# 160 degree thermostat



## Bluegoat05 (Mar 22, 2010)

hey i was just wondering how well does the heater work with a 160 degree therm in it because i drive in the cold quite often and i dont wanna be freezing my butt off.


----------



## GM4life (Mar 18, 2007)

I've had the 160 in my car for almost two years, with temps in the 20's. The heater works fine, can't tell that you have loss of heat. The temp rating of a thermostat says when the thermostat starts to open. To get the most out of it have the fans adjusted too.


----------



## Bluegoat05 (Mar 22, 2010)

sweet! i have a diablo tuner that has special tunes from slp so ill bet the fan speeds are adjusted in the tune


----------



## johni53 (Feb 10, 2010)

Quick related question: My 05 was in the drive thru lane and I got a engine overheat warning, then my temp gauge started to climb until it was pegged. I turned on the heater but nothing happened for a couple minutes, then the gauge returned to normal. Stuck thermostat maybe? Thanks for any help you guys can give.


----------



## Rukee (Feb 8, 2007)

johni53 said:


> Quick related question: My 05 was in the drive thru lane and I got a engine overheat warning, then my temp gauge started to climb until it was pegged. I turned on the heater but nothing happened for a couple minutes, then the gauge returned to normal. Stuck thermostat maybe? Thanks for any help you guys can give.

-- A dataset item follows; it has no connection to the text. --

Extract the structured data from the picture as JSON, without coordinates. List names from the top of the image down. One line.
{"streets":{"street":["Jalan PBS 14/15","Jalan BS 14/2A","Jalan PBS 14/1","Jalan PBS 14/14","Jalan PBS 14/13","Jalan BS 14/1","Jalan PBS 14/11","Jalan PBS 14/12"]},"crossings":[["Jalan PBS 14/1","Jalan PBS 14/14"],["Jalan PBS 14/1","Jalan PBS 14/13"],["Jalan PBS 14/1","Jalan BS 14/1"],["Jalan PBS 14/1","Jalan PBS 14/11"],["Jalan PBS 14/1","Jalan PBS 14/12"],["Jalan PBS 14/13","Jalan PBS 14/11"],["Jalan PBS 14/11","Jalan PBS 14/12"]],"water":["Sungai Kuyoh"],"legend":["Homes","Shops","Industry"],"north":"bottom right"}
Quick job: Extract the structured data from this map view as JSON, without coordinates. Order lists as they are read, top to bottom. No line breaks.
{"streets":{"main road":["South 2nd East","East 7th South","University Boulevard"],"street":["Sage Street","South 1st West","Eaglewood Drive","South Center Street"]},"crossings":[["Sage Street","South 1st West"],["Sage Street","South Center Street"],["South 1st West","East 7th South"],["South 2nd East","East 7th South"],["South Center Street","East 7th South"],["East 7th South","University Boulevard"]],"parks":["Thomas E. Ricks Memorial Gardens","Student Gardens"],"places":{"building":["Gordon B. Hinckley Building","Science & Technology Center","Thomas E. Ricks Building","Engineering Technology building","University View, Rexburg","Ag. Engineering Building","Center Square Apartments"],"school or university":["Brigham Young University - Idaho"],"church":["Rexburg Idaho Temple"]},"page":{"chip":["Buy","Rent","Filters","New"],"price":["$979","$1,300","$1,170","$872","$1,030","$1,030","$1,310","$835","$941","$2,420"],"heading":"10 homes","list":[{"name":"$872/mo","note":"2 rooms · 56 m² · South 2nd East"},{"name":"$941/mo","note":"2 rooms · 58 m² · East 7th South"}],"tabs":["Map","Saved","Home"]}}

Sounds like air in the cooling system, I would have it checked out right away.


----------



## AUTOSLIM50 (Mar 12, 2010)

*What Are The Fan Settings For The 160 T-stat?*



GM4life said:


> I've had the 160 in my car for almost two years, with temps in the 20's. The heater works fine, can't tell that you have loss of heat. The temp rating of a thermostat says when the thermostat starts to open. To get the most out of it have the fans adjusted too.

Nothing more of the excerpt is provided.